'''

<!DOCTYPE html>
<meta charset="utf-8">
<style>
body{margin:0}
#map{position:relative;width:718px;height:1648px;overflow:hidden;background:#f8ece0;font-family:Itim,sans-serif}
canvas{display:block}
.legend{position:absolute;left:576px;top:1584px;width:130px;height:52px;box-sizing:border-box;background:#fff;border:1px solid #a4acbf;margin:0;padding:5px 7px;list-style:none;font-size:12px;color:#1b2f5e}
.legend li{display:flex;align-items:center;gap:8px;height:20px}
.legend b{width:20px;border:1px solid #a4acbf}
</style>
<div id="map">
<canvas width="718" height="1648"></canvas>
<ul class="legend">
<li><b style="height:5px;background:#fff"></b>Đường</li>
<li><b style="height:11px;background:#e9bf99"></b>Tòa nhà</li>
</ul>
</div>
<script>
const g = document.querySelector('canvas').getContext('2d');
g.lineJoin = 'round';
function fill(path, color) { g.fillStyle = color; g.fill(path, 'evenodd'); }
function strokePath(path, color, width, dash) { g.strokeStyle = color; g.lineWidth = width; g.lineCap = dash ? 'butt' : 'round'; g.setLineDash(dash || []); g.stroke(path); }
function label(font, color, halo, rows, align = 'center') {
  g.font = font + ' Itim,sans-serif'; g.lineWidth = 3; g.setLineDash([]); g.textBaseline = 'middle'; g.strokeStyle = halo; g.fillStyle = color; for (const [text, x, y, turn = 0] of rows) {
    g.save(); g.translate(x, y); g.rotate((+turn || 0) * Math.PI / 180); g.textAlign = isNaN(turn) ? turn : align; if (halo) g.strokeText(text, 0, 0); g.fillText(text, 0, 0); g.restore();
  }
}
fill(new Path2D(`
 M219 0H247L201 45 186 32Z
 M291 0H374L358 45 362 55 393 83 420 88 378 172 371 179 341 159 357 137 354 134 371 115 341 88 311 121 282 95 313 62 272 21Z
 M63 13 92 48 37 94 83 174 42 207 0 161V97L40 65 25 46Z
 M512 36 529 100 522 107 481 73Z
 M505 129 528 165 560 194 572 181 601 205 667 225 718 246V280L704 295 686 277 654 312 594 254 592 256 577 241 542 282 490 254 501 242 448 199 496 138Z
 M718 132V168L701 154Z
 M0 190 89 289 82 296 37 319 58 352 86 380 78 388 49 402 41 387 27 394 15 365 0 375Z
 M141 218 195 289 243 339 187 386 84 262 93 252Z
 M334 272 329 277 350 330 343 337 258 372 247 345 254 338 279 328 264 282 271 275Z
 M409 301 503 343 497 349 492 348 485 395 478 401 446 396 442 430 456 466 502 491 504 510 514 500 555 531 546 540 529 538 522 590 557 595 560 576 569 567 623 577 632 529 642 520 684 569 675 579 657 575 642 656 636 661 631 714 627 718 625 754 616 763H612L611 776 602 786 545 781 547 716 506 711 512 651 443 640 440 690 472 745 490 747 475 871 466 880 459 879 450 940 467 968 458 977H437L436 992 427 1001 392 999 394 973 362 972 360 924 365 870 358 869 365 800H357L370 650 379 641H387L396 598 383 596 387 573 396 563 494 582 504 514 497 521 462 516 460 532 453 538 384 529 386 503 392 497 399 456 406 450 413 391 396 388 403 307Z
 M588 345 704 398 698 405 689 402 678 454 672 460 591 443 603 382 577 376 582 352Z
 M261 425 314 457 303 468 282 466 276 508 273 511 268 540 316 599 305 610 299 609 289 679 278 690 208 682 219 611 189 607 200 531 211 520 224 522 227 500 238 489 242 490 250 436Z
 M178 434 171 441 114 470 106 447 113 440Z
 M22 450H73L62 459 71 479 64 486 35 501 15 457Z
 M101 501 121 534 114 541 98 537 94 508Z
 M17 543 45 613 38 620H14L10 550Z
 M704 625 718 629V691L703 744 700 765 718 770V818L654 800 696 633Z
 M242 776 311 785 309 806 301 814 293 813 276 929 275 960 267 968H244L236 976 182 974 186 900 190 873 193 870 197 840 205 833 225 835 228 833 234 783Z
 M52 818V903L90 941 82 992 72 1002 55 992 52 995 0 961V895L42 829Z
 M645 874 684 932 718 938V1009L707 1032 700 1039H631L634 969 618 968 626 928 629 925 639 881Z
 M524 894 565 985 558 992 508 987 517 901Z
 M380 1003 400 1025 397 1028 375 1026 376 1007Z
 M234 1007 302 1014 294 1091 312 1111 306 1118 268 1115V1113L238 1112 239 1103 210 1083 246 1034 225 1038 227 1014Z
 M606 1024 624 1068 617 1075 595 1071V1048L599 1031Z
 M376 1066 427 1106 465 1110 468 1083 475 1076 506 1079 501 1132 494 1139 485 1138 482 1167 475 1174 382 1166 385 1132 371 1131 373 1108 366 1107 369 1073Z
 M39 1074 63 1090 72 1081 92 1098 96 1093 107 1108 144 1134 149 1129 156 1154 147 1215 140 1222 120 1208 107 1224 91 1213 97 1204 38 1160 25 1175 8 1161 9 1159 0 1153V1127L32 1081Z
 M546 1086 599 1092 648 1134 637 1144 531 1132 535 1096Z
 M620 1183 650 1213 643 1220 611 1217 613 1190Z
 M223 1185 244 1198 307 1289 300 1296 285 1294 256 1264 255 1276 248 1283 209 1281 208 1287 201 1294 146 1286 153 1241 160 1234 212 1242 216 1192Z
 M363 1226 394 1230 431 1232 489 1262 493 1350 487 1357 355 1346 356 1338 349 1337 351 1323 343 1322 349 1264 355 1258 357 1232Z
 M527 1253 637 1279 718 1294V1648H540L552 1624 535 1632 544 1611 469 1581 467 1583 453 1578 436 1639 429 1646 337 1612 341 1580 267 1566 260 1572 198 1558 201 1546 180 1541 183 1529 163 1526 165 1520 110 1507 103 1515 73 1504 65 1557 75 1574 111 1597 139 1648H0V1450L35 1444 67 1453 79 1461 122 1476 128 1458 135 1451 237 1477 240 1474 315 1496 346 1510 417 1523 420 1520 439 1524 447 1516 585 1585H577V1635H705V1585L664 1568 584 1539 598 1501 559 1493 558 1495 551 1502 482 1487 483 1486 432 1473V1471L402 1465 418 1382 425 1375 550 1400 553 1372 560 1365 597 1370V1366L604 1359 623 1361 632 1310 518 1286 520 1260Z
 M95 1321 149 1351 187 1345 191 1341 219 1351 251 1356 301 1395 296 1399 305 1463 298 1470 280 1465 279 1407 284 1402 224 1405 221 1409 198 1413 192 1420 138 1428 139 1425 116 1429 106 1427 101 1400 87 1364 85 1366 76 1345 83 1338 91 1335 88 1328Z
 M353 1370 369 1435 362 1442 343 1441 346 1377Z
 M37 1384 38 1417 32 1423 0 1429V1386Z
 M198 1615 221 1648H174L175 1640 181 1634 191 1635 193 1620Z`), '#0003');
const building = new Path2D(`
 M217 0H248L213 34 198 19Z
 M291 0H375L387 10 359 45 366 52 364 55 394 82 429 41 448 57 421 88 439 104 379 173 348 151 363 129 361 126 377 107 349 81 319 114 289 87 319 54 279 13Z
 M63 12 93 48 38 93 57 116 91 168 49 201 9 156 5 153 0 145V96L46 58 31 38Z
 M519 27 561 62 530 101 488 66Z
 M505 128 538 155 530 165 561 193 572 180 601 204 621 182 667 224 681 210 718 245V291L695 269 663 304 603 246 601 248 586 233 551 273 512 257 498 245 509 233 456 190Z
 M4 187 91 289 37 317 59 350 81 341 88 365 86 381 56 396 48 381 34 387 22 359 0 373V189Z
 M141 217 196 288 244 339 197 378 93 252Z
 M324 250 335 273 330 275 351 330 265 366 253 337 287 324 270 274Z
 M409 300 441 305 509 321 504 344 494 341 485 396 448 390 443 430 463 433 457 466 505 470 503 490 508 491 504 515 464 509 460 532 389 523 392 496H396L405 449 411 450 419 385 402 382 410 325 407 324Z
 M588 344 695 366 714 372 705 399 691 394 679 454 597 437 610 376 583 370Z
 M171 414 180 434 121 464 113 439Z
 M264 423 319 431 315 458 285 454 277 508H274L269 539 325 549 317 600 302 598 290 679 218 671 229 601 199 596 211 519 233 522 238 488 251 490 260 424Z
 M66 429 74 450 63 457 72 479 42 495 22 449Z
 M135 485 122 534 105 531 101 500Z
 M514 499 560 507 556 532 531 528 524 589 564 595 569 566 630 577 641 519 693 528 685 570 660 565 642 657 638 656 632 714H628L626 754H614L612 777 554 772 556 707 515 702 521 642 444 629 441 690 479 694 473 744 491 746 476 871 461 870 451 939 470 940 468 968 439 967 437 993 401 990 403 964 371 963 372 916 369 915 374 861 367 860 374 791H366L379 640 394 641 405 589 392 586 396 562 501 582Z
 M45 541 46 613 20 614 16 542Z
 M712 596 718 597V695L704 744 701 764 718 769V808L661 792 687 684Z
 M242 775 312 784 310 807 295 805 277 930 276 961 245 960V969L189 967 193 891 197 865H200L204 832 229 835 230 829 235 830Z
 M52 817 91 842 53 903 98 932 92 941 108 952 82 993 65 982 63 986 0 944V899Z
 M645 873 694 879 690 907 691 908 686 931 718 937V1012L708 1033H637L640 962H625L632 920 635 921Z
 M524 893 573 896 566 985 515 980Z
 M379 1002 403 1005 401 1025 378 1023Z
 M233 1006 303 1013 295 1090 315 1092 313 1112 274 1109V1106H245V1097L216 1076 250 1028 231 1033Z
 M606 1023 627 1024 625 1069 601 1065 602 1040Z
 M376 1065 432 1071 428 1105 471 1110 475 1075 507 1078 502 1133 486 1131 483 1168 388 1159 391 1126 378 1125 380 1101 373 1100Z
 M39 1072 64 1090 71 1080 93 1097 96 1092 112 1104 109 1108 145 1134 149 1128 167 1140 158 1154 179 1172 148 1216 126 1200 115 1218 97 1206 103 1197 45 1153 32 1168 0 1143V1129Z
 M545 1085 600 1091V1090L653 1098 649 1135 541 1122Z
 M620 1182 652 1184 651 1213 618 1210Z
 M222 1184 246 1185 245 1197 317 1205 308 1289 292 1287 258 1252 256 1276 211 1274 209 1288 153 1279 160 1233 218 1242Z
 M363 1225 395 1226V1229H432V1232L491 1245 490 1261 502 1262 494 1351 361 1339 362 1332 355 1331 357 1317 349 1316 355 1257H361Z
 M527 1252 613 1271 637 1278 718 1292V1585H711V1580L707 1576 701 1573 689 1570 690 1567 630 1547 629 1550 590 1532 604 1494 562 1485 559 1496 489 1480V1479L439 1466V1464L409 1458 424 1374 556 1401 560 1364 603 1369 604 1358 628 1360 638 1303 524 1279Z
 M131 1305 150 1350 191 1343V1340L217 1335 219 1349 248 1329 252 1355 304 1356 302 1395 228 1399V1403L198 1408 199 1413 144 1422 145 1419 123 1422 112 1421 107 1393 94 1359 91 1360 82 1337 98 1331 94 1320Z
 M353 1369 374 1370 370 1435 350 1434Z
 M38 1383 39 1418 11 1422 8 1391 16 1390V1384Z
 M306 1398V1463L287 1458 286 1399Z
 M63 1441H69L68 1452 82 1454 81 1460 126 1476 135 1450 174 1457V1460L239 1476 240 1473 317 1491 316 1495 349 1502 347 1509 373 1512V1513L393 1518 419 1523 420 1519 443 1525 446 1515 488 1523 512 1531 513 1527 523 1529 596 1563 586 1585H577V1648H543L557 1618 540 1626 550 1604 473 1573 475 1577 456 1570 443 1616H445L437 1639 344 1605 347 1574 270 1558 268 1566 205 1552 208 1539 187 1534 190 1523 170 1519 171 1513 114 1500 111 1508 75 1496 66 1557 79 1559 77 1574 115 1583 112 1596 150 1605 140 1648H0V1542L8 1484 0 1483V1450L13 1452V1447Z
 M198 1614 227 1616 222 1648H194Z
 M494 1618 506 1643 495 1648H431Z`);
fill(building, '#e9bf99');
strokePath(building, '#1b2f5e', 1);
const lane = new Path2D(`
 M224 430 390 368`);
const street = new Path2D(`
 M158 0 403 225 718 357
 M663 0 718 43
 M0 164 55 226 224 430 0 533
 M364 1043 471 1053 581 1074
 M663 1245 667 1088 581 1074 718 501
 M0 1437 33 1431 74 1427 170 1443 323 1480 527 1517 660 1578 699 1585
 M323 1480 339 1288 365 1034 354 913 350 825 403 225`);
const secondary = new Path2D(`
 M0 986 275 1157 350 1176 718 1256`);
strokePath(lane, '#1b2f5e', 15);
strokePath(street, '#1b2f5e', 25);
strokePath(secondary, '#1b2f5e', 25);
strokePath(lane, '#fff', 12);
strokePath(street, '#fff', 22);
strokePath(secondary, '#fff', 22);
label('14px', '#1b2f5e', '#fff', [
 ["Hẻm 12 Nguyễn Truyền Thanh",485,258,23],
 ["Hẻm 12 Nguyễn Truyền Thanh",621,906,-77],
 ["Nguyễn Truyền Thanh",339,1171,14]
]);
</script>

'''

■ **The problem**: Show all lines above holding "align".

■ **Result**:
.legend li{display:flex;align-items:center;gap:8px;height:20px}
function label(font, color, halo, rows, align = 'center') {
    g.save(); g.translate(x, y); g.rotate((+turn || 0) * Math.PI / 180); g.textAlign = isNaN(turn) ? turn : align; if (halo) g.strokeText(text, 0, 0); g.fillText(text, 0, 0); g.restore();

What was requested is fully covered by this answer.